Source material START

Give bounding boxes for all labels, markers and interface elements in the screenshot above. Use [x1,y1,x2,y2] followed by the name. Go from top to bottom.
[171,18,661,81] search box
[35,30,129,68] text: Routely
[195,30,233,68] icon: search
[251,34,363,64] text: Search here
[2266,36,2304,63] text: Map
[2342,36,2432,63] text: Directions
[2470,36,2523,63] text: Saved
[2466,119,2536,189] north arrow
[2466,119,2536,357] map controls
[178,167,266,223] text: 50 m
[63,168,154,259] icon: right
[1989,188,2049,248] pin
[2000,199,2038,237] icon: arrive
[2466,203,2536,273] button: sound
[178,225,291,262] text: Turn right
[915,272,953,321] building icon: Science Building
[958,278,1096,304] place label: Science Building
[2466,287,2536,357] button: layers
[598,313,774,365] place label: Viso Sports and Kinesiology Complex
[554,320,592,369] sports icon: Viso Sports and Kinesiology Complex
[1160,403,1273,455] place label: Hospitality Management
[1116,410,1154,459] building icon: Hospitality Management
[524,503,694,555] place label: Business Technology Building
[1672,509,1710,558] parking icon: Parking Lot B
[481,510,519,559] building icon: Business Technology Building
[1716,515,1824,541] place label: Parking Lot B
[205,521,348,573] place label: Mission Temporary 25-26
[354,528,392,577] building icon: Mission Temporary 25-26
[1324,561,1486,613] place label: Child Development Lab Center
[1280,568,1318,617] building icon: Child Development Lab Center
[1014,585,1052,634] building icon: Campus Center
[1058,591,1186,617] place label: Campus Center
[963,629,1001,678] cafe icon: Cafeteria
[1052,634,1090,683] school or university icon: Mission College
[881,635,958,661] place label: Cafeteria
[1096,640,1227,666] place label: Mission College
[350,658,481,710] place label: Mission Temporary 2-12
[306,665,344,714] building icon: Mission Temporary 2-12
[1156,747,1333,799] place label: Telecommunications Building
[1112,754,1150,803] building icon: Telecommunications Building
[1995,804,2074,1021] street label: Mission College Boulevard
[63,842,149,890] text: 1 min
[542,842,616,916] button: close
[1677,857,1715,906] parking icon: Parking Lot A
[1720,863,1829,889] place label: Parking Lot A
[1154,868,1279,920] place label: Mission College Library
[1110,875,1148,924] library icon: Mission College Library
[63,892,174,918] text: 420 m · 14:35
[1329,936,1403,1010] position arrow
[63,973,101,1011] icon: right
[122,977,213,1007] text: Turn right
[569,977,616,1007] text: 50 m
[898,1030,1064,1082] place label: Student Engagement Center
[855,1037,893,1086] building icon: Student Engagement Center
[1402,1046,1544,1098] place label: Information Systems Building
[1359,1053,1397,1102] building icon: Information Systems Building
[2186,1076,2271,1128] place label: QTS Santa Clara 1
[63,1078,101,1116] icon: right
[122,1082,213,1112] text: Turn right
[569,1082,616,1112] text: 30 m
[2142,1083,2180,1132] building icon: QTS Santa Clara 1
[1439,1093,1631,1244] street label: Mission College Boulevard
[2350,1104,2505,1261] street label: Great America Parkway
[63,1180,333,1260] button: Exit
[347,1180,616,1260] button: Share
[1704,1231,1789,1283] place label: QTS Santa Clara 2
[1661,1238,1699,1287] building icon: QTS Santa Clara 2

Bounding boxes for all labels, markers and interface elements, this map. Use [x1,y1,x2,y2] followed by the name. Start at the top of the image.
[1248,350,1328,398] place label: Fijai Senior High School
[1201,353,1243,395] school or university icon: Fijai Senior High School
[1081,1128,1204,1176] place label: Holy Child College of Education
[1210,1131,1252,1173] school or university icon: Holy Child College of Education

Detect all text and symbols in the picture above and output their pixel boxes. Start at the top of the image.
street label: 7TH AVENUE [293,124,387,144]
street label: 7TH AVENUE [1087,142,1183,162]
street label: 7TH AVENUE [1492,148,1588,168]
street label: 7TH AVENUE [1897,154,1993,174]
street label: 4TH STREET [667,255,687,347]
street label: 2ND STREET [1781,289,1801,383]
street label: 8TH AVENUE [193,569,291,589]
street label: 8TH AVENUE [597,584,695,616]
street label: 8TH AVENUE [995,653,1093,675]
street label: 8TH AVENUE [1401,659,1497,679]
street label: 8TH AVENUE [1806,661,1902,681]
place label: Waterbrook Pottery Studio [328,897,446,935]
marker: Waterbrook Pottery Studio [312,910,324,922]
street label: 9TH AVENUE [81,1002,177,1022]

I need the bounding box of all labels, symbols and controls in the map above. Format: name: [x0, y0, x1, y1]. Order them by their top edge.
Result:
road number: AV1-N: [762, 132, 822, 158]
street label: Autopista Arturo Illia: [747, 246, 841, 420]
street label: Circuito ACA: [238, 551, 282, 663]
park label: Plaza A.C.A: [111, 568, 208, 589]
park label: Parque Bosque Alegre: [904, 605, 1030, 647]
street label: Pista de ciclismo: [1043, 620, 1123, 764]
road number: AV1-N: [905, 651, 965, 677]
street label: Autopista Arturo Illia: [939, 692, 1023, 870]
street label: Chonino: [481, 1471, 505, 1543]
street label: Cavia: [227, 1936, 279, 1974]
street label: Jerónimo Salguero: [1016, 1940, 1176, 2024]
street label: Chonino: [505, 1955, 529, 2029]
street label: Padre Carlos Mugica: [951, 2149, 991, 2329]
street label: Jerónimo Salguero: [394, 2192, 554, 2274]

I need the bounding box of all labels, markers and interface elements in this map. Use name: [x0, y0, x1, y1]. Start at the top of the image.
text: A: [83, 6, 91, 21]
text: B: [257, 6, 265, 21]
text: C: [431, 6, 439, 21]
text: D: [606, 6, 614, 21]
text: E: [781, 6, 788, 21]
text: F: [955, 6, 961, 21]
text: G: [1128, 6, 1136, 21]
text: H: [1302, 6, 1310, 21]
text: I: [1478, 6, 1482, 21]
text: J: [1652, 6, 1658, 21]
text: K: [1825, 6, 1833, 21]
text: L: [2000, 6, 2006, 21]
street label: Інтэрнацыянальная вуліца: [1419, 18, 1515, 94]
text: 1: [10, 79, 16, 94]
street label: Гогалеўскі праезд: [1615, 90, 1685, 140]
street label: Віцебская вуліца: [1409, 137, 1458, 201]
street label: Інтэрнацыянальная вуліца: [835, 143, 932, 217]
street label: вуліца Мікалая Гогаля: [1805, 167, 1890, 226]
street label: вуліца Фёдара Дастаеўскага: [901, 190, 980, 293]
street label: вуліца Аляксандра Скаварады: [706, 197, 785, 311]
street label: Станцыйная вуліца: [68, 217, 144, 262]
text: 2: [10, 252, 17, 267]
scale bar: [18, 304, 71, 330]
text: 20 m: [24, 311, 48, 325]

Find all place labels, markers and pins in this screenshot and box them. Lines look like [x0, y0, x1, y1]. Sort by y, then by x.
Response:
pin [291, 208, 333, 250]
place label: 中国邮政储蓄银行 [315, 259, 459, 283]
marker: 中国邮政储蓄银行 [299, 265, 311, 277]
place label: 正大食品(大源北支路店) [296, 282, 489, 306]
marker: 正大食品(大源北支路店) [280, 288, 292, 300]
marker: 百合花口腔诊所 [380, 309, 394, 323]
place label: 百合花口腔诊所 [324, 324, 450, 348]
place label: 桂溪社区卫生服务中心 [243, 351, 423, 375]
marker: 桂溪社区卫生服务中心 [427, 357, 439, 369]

Source material END

Work task
Copy the data exactly as it was presented.

Result
Give bounding boxes for all labels, markers and interface elements in the screenshot above. Use [x1,y1,x2,y2] followed by the name. Go from top to bottom.
[171,18,661,81] search box
[35,30,129,68] text: Routely
[195,30,233,68] icon: search
[251,34,363,64] text: Search here
[2266,36,2304,63] text: Map
[2342,36,2432,63] text: Directions
[2470,36,2523,63] text: Saved
[2466,119,2536,189] north arrow
[2466,119,2536,357] map controls
[178,167,266,223] text: 50 m
[63,168,154,259] icon: right
[1989,188,2049,248] pin
[2000,199,2038,237] icon: arrive
[2466,203,2536,273] button: sound
[178,225,291,262] text: Turn right
[915,272,953,321] building icon: Science Building
[958,278,1096,304] place label: Science Building
[2466,287,2536,357] button: layers
[598,313,774,365] place label: Viso Sports and Kinesiology Complex
[554,320,592,369] sports icon: Viso Sports and Kinesiology Complex
[1160,403,1273,455] place label: Hospitality Management
[1116,410,1154,459] building icon: Hospitality Management
[524,503,694,555] place label: Business Technology Building
[1672,509,1710,558] parking icon: Parking Lot B
[481,510,519,559] building icon: Business Technology Building
[1716,515,1824,541] place label: Parking Lot B
[205,521,348,573] place label: Mission Temporary 25-26
[354,528,392,577] building icon: Mission Temporary 25-26
[1324,561,1486,613] place label: Child Development Lab Center
[1280,568,1318,617] building icon: Child Development Lab Center
[1014,585,1052,634] building icon: Campus Center
[1058,591,1186,617] place label: Campus Center
[963,629,1001,678] cafe icon: Cafeteria
[1052,634,1090,683] school or university icon: Mission College
[881,635,958,661] place label: Cafeteria
[1096,640,1227,666] place label: Mission College
[350,658,481,710] place label: Mission Temporary 2-12
[306,665,344,714] building icon: Mission Temporary 2-12
[1156,747,1333,799] place label: Telecommunications Building
[1112,754,1150,803] building icon: Telecommunications Building
[1995,804,2074,1021] street label: Mission College Boulevard
[63,842,149,890] text: 1 min
[542,842,616,916] button: close
[1677,857,1715,906] parking icon: Parking Lot A
[1720,863,1829,889] place label: Parking Lot A
[1154,868,1279,920] place label: Mission College Library
[1110,875,1148,924] library icon: Mission College Library
[63,892,174,918] text: 420 m · 14:35
[1329,936,1403,1010] position arrow
[63,973,101,1011] icon: right
[122,977,213,1007] text: Turn right
[569,977,616,1007] text: 50 m
[898,1030,1064,1082] place label: Student Engagement Center
[855,1037,893,1086] building icon: Student Engagement Center
[1402,1046,1544,1098] place label: Information Systems Building
[1359,1053,1397,1102] building icon: Information Systems Building
[2186,1076,2271,1128] place label: QTS Santa Clara 1
[63,1078,101,1116] icon: right
[122,1082,213,1112] text: Turn right
[569,1082,616,1112] text: 30 m
[2142,1083,2180,1132] building icon: QTS Santa Clara 1
[1439,1093,1631,1244] street label: Mission College Boulevard
[2350,1104,2505,1261] street label: Great America Parkway
[63,1180,333,1260] button: Exit
[347,1180,616,1260] button: Share
[1704,1231,1789,1283] place label: QTS Santa Clara 2
[1661,1238,1699,1287] building icon: QTS Santa Clara 2

Bounding boxes for all labels, markers and interface elements, this map. Use [x1,y1,x2,y2] followed by the name. Start at the top of the image.
[1248,350,1328,398] place label: Fijai Senior High School
[1201,353,1243,395] school or university icon: Fijai Senior High School
[1081,1128,1204,1176] place label: Holy Child College of Education
[1210,1131,1252,1173] school or university icon: Holy Child College of Education

Detect all text and symbols in the picture above and output their pixel boxes. Start at the top of the image.
street label: 7TH AVENUE [293,124,387,144]
street label: 7TH AVENUE [1087,142,1183,162]
street label: 7TH AVENUE [1492,148,1588,168]
street label: 7TH AVENUE [1897,154,1993,174]
street label: 4TH STREET [667,255,687,347]
street label: 2ND STREET [1781,289,1801,383]
street label: 8TH AVENUE [193,569,291,589]
street label: 8TH AVENUE [597,584,695,616]
street label: 8TH AVENUE [995,653,1093,675]
street label: 8TH AVENUE [1401,659,1497,679]
street label: 8TH AVENUE [1806,661,1902,681]
place label: Waterbrook Pottery Studio [328,897,446,935]
marker: Waterbrook Pottery Studio [312,910,324,922]
street label: 9TH AVENUE [81,1002,177,1022]

I need the bounding box of all labels, symbols and controls in the map above. Format: name: [x0, y0, x1, y1]. Order them by their top edge.
Result:
road number: AV1-N: [762, 132, 822, 158]
street label: Autopista Arturo Illia: [747, 246, 841, 420]
street label: Circuito ACA: [238, 551, 282, 663]
park label: Plaza A.C.A: [111, 568, 208, 589]
park label: Parque Bosque Alegre: [904, 605, 1030, 647]
street label: Pista de ciclismo: [1043, 620, 1123, 764]
road number: AV1-N: [905, 651, 965, 677]
street label: Autopista Arturo Illia: [939, 692, 1023, 870]
street label: Chonino: [481, 1471, 505, 1543]
street label: Cavia: [227, 1936, 279, 1974]
street label: Jerónimo Salguero: [1016, 1940, 1176, 2024]
street label: Chonino: [505, 1955, 529, 2029]
street label: Padre Carlos Mugica: [951, 2149, 991, 2329]
street label: Jerónimo Salguero: [394, 2192, 554, 2274]

I need the bounding box of all labels, markers and interface elements in this map. Use name: [x0, y0, x1, y1]. Start at the top of the image.
text: A: [83, 6, 91, 21]
text: B: [257, 6, 265, 21]
text: C: [431, 6, 439, 21]
text: D: [606, 6, 614, 21]
text: E: [781, 6, 788, 21]
text: F: [955, 6, 961, 21]
text: G: [1128, 6, 1136, 21]
text: H: [1302, 6, 1310, 21]
text: I: [1478, 6, 1482, 21]
text: J: [1652, 6, 1658, 21]
text: K: [1825, 6, 1833, 21]
text: L: [2000, 6, 2006, 21]
street label: Інтэрнацыянальная вуліца: [1419, 18, 1515, 94]
text: 1: [10, 79, 16, 94]
street label: Гогалеўскі праезд: [1615, 90, 1685, 140]
street label: Віцебская вуліца: [1409, 137, 1458, 201]
street label: Інтэрнацыянальная вуліца: [835, 143, 932, 217]
street label: вуліца Мікалая Гогаля: [1805, 167, 1890, 226]
street label: вуліца Фёдара Дастаеўскага: [901, 190, 980, 293]
street label: вуліца Аляксандра Скаварады: [706, 197, 785, 311]
street label: Станцыйная вуліца: [68, 217, 144, 262]
text: 2: [10, 252, 17, 267]
scale bar: [18, 304, 71, 330]
text: 20 m: [24, 311, 48, 325]

Find all place labels, markers and pins in this screenshot and box them. Lines look like [x0, y0, x1, y1]. Sort by y, then by x.
Response:
pin [291, 208, 333, 250]
place label: 中国邮政储蓄银行 [315, 259, 459, 283]
marker: 中国邮政储蓄银行 [299, 265, 311, 277]
place label: 正大食品(大源北支路店) [296, 282, 489, 306]
marker: 正大食品(大源北支路店) [280, 288, 292, 300]
marker: 百合花口腔诊所 [380, 309, 394, 323]
place label: 百合花口腔诊所 [324, 324, 450, 348]
place label: 桂溪社区卫生服务中心 [243, 351, 423, 375]
marker: 桂溪社区卫生服务中心 [427, 357, 439, 369]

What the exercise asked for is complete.